THE BLOG
07/01/2014 12:53 pm ET Updated Aug 31, 2014

Marijuana: Thief of Human Promise?

I am among a number of educators who intuitively believe drugs like pot are more insidiously harmful -- at least to kids -- than presently realized. Now a new study published in the Journal of Neuroscience gives data to support this view.

Richard Hawley, in his long career as headmaster of the University School in Cleveland, observed what happens to student drug users: 1

  • They do poorer school work and less of it.
  • They drop team and other organizational commitments.
  • They initiate less activity not connected to getting and using drugs.
  • They are harder to interest and arouse.
  • They care less about non-drug-taking friends, about family, and about others in general than they did before their involvement with drugs.
  • They do not perceive or attach feelings to dramatic personal and academic losses and may even claim that they are functioning better and thinking more clearly than before.
  • They increasingly organize themselves socially around drug taking and associate predominantly with other drug-taking friends, even when there is no other basis of shared interest than drugs.

In short, they alter their minds. You don't get something for nothing in this world, and altered states of reality have their price.

Because of brain research, we understand the price of mind alteration from alcohol. We understand the deadly toll it has upon our kids. Adolescent brain research has clearly established the serious long term risks of teenage alcohol abuse and how these risks dramatically drop if they were to begin their abuse of alcohol in their 20s.

We haven't had the slightest idea of what mind alteration just from pot will cost us, or cost our kids... until now.

The recent Harvard-Northwestern study published in the Journal of Neuroscience should rattle any pot user -- and slow down our haste to legalize marijuana.

The study deliberately sought recreational pot users, ages 18-25, including four-times-a-week users and once-a-week users. It avoided those who had adverse impacts from marijuana --problems with work, school, the law, relationships or addiction issues. It also utilized a control group of non-users.

Shockingly, every pot member had noticeable brain abnormalities, with the nucleus accumbens and the amygdala parts of the brain.

The researchers reported: "This is a part of the brain that you absolutely never ever want to touch... these are fundamental in terms of what people find pleasurable in the world and assessing that against the bad things."

While the study is relatively small, it is consistent with other studies and certainly will inspire larger ones.

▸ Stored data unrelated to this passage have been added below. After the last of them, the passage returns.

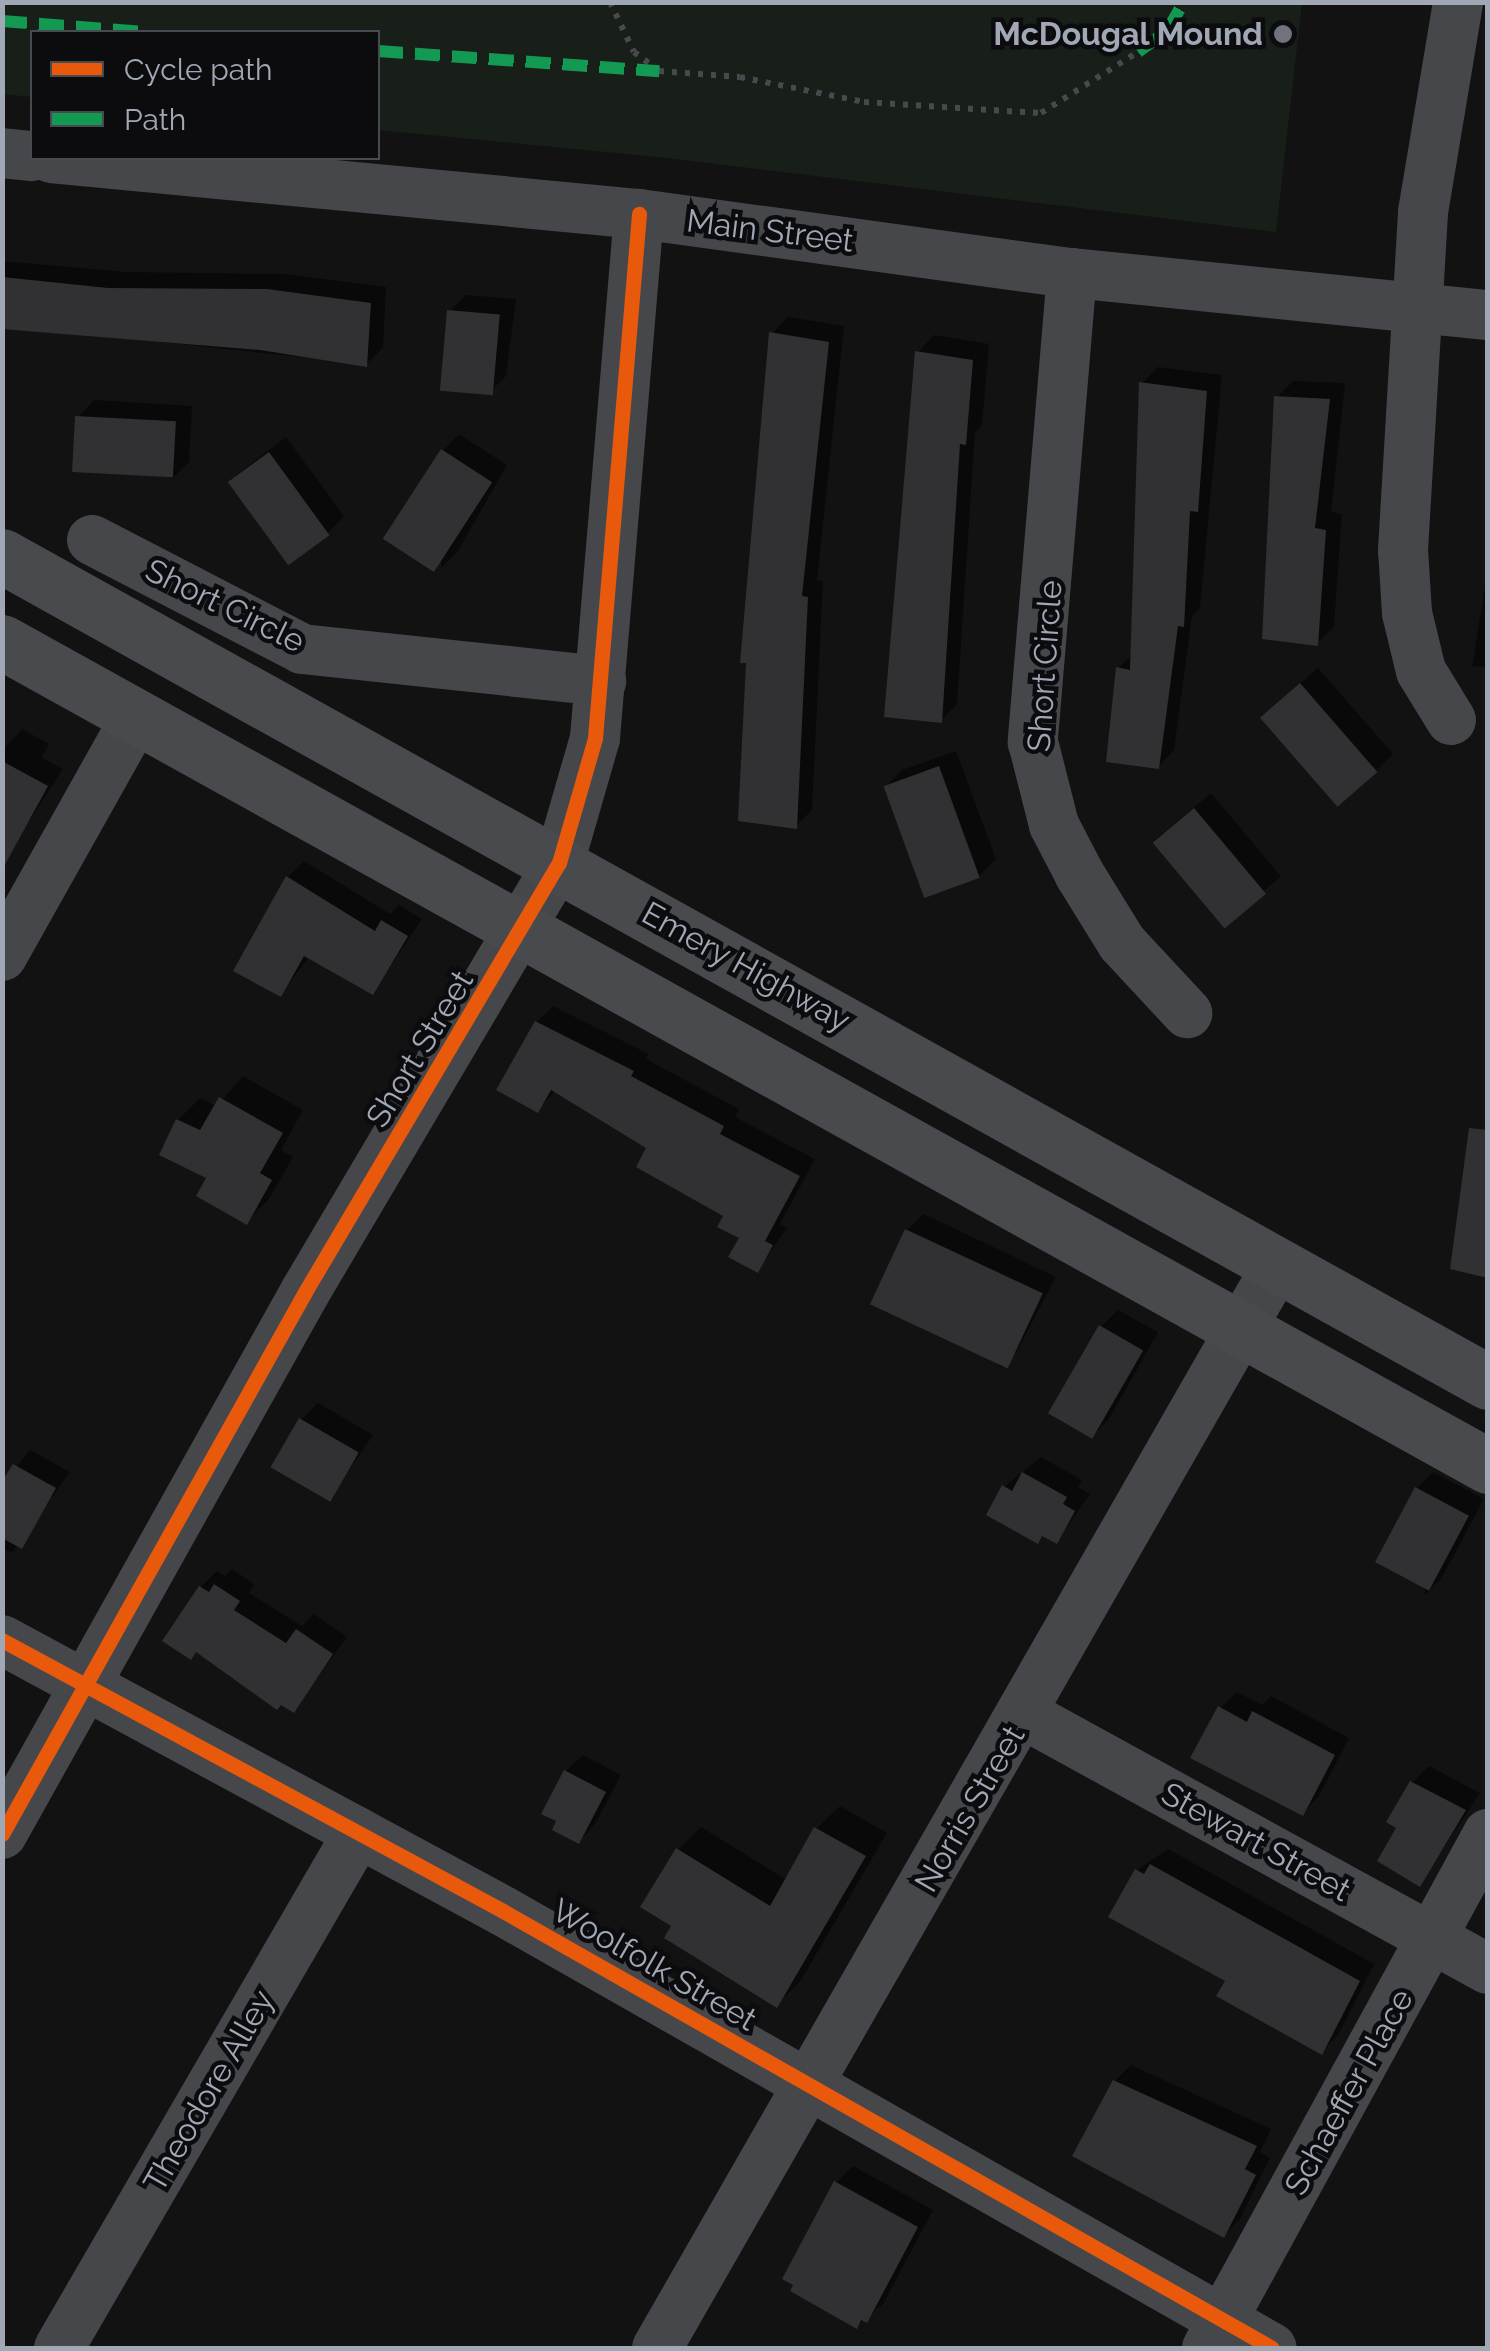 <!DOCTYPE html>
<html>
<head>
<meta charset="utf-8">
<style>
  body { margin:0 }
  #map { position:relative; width:1490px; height:2351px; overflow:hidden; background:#121212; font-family:Raleway,sans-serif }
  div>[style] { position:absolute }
  .green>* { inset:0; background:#181f19 }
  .shadow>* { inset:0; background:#0007; transform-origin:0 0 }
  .building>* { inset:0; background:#313133; transform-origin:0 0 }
  .path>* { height:6px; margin-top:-3px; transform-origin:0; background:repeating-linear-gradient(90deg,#47494d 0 5px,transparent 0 13px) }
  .minor>* { height:50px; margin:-25px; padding:0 25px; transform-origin:25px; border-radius:25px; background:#46474b }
  .highway>* { height:55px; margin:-27.5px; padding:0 27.5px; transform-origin:27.5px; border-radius:27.5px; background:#484a4d }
  .quiet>* { height:12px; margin-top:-6px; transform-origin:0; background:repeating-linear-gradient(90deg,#139951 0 25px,transparent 0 37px) }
  .cycleway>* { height:15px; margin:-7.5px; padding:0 7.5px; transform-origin:7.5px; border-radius:7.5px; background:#e8590c }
  .dots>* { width:28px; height:28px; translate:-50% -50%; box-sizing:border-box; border:5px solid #0c0c0e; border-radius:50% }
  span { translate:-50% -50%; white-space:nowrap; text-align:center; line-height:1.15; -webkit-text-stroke:9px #0c0c0e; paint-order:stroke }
  .poi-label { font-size:32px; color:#a1a8b5; font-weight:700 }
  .right { translate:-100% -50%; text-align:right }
  .street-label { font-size:32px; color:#a1a8b5 }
  .frame { position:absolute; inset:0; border:5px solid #a1a8b5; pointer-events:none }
  .legend { position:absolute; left:30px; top:30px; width:350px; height:130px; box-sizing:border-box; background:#0c0c0e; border:2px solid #484a51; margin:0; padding:12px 18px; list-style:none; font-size:30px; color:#a1a8b5 }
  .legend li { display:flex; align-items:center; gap:20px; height:50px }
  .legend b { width:50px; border:2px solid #484a51 }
</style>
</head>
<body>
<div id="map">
  <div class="green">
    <div style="clip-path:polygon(2px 3px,3px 2px,1302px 3px,1276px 232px,668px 158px,378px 130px,378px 32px,32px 32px,32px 97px,3px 94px)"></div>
  </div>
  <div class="shadow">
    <div style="clip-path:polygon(2px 261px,126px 272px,285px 274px,386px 287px,383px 348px,366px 364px,2px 325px)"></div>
    <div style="clip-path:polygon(466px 295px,516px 299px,506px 376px,489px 393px,450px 311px)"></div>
    <div style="clip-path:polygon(788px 317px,844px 326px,817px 580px,823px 581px,812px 810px,796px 826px,772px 334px)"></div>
    <div style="clip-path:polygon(934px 335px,989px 344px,982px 425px,975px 433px,957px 704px,941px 720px,918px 352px)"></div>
    <div style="clip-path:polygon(1158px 367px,1222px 375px,1200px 608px,1192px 616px,1174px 750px,1158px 767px,1118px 668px,1133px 654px,1141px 384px)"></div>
    <div style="clip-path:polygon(1293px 381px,1345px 383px,1331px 512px,1342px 514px,1334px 627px,1317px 643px,1277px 397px)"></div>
    <div style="clip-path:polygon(94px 400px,192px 406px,189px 462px,173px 478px,78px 417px)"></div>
    <div style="clip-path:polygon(459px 434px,507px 465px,458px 551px,441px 568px,443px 451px)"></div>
    <div style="clip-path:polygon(286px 437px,344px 516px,328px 533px,230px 480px)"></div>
    <div style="clip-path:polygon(1488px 567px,1488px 668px,1472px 666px)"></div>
    <div style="clip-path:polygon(1318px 668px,1393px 754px,1376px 771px,1280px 701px)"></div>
    <div style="clip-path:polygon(22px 729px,49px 744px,42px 758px,63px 769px,20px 835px,2px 832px,2px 751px)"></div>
    <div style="clip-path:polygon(956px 751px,996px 859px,979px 876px,886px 786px,902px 770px)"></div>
    <div style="left:1211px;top:793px;width:109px;height:75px;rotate:50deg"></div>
    <div style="clip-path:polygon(304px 861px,390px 914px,399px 905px,422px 919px,373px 992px,310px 956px,281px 994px,288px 877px)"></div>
    <div style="clip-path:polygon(553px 1006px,649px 1054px,646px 1059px,739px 1109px,735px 1117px,815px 1159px,780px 1224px,787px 1228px,757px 1270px,726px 1215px,649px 1147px,556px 1090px,538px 1110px,537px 1022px)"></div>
    <div style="clip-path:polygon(243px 1076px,303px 1110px,281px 1150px,293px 1157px,269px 1199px,247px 1221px,209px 1177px,178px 1120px,200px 1098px,217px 1106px)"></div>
    <div style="clip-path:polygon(924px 1214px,1056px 1277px,1017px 1351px,1001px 1368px,907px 1230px)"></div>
    <div style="clip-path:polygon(1118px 1310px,1158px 1332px,1109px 1419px,1092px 1436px,1101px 1327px)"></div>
    <div style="clip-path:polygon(318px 1403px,373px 1435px,330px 1498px,301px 1420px)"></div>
    <div style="clip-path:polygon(30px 1450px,70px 1472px,12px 1553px,2px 1548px,2px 1484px)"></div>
    <div style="clip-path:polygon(1041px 1457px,1082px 1480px,1078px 1487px,1090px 1494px,1057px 1541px,1044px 1534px,1037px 1541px,1004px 1487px)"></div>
    <div style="clip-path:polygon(1433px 1472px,1484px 1499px,1441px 1579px,1425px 1595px,1417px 1488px)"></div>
    <div style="clip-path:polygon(232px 1569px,254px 1584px,249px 1593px,302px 1626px,314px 1614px,347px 1637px,294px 1710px,201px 1587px,217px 1571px,225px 1576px)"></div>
    <div style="clip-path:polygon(1237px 1692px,1262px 1705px,1271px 1696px,1349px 1738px,1319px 1796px,1303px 1813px,1220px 1708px)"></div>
    <div style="clip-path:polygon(583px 1755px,621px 1775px,595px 1824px,579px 1841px,559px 1820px,566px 1771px)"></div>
    <div style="clip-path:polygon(1429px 1766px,1480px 1793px,1420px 1884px,1400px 1828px,1412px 1783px)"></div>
    <div style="clip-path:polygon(840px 1806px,887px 1833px,800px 1982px,776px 2005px,675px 1925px,678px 1850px,701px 1827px,787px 1880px,816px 1829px)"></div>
    <div style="clip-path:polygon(1168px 1849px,1374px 1964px,1338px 2035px,1321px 2052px,1228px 1980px,1137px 1870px)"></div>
    <div style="clip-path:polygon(1131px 2065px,1271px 2129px,1260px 2152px,1270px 2158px,1240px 2219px,1224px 2235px,1115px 2081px)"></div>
    <div style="clip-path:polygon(853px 2166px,933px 2210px,883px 2304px,856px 2326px,836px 2183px)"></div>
  </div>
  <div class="building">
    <div style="clip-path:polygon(2px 277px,108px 288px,267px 289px,371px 303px,367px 367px,260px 350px,2px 329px)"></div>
    <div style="left:447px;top:310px;width:53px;height:81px;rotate:5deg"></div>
    <div style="clip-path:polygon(769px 332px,829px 342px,802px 596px,808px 597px,797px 829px,738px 821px,746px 663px,740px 663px)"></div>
    <div style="clip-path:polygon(915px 351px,973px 360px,966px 445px,960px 444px,942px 723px,884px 717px)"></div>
    <div style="clip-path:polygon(1139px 382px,1207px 391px,1198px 512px,1190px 511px,1184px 627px,1178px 626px,1159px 769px,1106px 762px,1116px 667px,1130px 670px)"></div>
    <div style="clip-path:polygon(1274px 396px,1330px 399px,1315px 528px,1326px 530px,1318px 646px,1262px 639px)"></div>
    <div style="left:75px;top:416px;width:101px;height:56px;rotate:3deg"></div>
    <div style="left:441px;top:449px;width:61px;height:107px;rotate:33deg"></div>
    <div style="left:269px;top:452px;width:103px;height:51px;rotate:54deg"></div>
    <div style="left:1300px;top:683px;width:118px;height:53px;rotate:49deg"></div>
    <div style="clip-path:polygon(2px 761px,48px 786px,2px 870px)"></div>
    <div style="left:939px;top:766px;width:119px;height:59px;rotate:70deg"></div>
    <div style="left:1194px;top:808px;width:112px;height:54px;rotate:50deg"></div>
    <div style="clip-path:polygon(286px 876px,375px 931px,381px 920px,408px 936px,373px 995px,304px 956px,281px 997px,233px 971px)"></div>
    <div style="clip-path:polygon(535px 1021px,634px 1071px,631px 1076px,724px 1126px,720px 1134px,800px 1176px,765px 1241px,773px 1245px,758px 1273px,728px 1257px,739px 1238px,717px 1227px,723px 1216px,636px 1167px,646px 1148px,551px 1090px,538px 1113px,496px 1090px)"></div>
    <div style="clip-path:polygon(219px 1097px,283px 1133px,260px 1173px,272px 1180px,247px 1225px,196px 1196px,206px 1178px,159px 1155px,176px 1119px,200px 1130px)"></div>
    <div style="clip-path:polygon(1469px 1128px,1488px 1130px,1488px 1278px,1450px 1269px)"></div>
    <div style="left:905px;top:1229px;width:152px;height:83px;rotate:25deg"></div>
    <div style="left:1099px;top:1325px;width:51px;height:102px;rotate:30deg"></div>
    <div style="left:299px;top:1418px;width:69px;height:57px;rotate:30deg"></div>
    <div style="clip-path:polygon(13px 1464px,56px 1488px,22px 1549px,2px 1538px,2px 1481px)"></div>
    <div style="clip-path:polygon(1022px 1472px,1067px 1497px,1063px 1504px,1075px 1511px,1057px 1544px,1042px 1536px,1038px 1544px,986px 1515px,1002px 1485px,1012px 1491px)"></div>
    <div style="left:1415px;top:1487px;width:61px;height:85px;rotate:28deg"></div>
    <div style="clip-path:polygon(214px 1584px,240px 1601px,234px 1610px,286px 1643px,296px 1629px,333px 1654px,294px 1713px,281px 1705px,277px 1710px,196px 1652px,191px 1660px,162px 1641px,199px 1586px,209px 1592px)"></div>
    <div style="clip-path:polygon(1218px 1706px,1247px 1722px,1252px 1711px,1335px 1755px,1303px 1816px,1190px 1758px)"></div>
    <div style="clip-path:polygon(564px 1770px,606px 1792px,579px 1844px,552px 1830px,556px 1821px,541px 1814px)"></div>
    <div style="clip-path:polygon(1410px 1781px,1466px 1810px,1420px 1887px,1377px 1861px,1396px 1828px,1386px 1822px)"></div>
    <div style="clip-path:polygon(814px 1827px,866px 1856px,777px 2008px,664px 1938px,671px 1926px,640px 1907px,676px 1848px,770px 1906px)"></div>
    <div style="clip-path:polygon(1150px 1864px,1360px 1981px,1322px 2055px,1216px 1996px,1225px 1981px,1108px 1917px,1135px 1869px,1144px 1874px)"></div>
    <div style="clip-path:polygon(1113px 2080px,1257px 2146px,1245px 2169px,1256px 2175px,1224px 2238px,1072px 2156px)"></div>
    <div style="clip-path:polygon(834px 2181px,918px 2227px,867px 2323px,861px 2320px,857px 2329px,790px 2291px,793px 2285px,782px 2279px)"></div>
  </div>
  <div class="path">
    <div style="left:610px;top:2px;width:55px;rotate:64.4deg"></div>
    <div style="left:634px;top:52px;width:31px;rotate:37deg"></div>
    <div style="left:659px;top:71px;width:81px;rotate:4.2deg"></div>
    <div style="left:740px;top:77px;width:126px;rotate:11.4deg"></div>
    <div style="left:864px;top:102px;width:177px;rotate:3.6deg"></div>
    <div style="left:1041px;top:113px;width:115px;rotate:-32.2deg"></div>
  </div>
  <div class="minor">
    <div style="left:2px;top:153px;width:30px;rotate:6deg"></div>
    <div style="left:51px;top:158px;width:591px;rotate:5.44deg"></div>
    <div style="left:639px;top:214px;width:437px;rotate:7.8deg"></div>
    <div style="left:1072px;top:273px;width:418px;rotate:5.8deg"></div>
    <div style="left:1072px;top:273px;width:471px;rotate:94.8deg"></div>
    <div style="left:1033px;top:742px;width:86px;rotate:75.8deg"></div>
    <div style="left:1054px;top:825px;width:56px;rotate:62.5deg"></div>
    <div style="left:1080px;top:875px;width:80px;rotate:58.3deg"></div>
    <div style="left:1122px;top:943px;width:96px;rotate:47.1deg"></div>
    <div style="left:92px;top:540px;width:237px;rotate:27.4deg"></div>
    <div style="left:302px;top:649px;width:301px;rotate:6.1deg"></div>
    <div style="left:1451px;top:720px;width:57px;rotate:-121.5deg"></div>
    <div style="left:1421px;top:671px;width:60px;rotate:-103.6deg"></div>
    <div style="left:1407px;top:613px;width:63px;rotate:-93.6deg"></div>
    <div style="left:1403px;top:550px;width:339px;rotate:-86.6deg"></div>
    <div style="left:1423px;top:212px;width:213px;rotate:-80.5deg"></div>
    <div style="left:2px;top:956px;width:276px;rotate:-60.7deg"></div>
    <div style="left:2px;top:1640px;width:570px;rotate:28.41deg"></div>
    <div style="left:503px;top:1911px;width:884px;rotate:29.61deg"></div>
    <div style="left:1025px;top:1715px;width:528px;rotate:28.75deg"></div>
    <div style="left:2px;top:1834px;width:621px;rotate:-60.79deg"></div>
    <div style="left:305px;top:1292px;width:499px;rotate:-59.4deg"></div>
    <div style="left:559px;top:863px;width:130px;rotate:-73.9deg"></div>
    <div style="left:595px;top:738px;width:526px;rotate:-85.2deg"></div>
    <div style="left:59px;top:2348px;width:596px;rotate:-59.86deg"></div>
    <div style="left:657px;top:2348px;width:1247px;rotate:-60.19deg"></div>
    <div style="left:1207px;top:2348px;width:586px;rotate:-61.33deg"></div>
  </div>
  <div class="highway">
    <div style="left:2px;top:556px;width:1700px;rotate:29.07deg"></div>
    <div style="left:2px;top:642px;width:1699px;rotate:29.01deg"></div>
  </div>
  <div class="quiet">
    <div style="left:2px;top:21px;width:143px;rotate:4.4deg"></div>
    <div style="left:378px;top:51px;width:282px;rotate:4.1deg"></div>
    <div style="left:1138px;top:52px;width:36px;rotate:-36deg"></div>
    <div style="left:1167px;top:31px;width:34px;rotate:-60deg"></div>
  </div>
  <div class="cycleway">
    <div style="left:2px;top:1640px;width:570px;rotate:28.41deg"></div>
    <div style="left:503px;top:1911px;width:884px;rotate:29.61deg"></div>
    <div style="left:2px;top:1834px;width:621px;rotate:-60.79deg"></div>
    <div style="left:305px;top:1292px;width:499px;rotate:-59.4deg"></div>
    <div style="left:559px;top:863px;width:130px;rotate:-73.9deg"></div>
    <div style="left:595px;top:738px;width:526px;rotate:-85.2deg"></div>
  </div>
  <div class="dots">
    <div style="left:1283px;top:34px;background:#6f747c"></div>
  </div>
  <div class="poi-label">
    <span class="right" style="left:1263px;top:34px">McDougal Mound</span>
  </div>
  <div class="street-label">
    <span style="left:770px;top:231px;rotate:7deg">Main Street</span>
    <span style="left:225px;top:606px;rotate:26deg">Short Circle</span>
    <span style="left:1045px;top:666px;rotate:-86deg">Short Circle</span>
    <span style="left:746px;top:967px;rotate:29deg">Emery Highway</span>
    <span style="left:420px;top:1049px;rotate:-59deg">Short Street</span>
    <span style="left:970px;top:1809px;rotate:-60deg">Norris Street</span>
    <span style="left:1256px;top:1842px;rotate:29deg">Stewart Street</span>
    <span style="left:654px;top:1965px;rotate:30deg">Woolfolk Street</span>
    <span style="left:209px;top:2091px;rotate:-60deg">Theodore Alley</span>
    <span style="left:1349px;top:2092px;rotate:-61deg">Schaeffer Place</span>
  </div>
  <div class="frame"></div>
  <ul class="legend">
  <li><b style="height:12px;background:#e8590c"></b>Cycle path</li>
  <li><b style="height:12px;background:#139951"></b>Path</li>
  </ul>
</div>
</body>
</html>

To me, the real problem is our need to alter reality.

Scott Peck opened his seminal book The Road Less Traveled with three words: Life is difficult. Once we accept this basic truth, life takes on a different meaning. Challenge, hardship, struggle, and even failure, all become part of our path to fulfillment, joy and happiness.

So if we teach our kids to appreciate the challenge of adversity, maybe they'll learn to get high on life -- and not try to alter their thoughts and feelings about it.

1. Hawley, Richard. The Headmaster's Papers. September 1, 2002.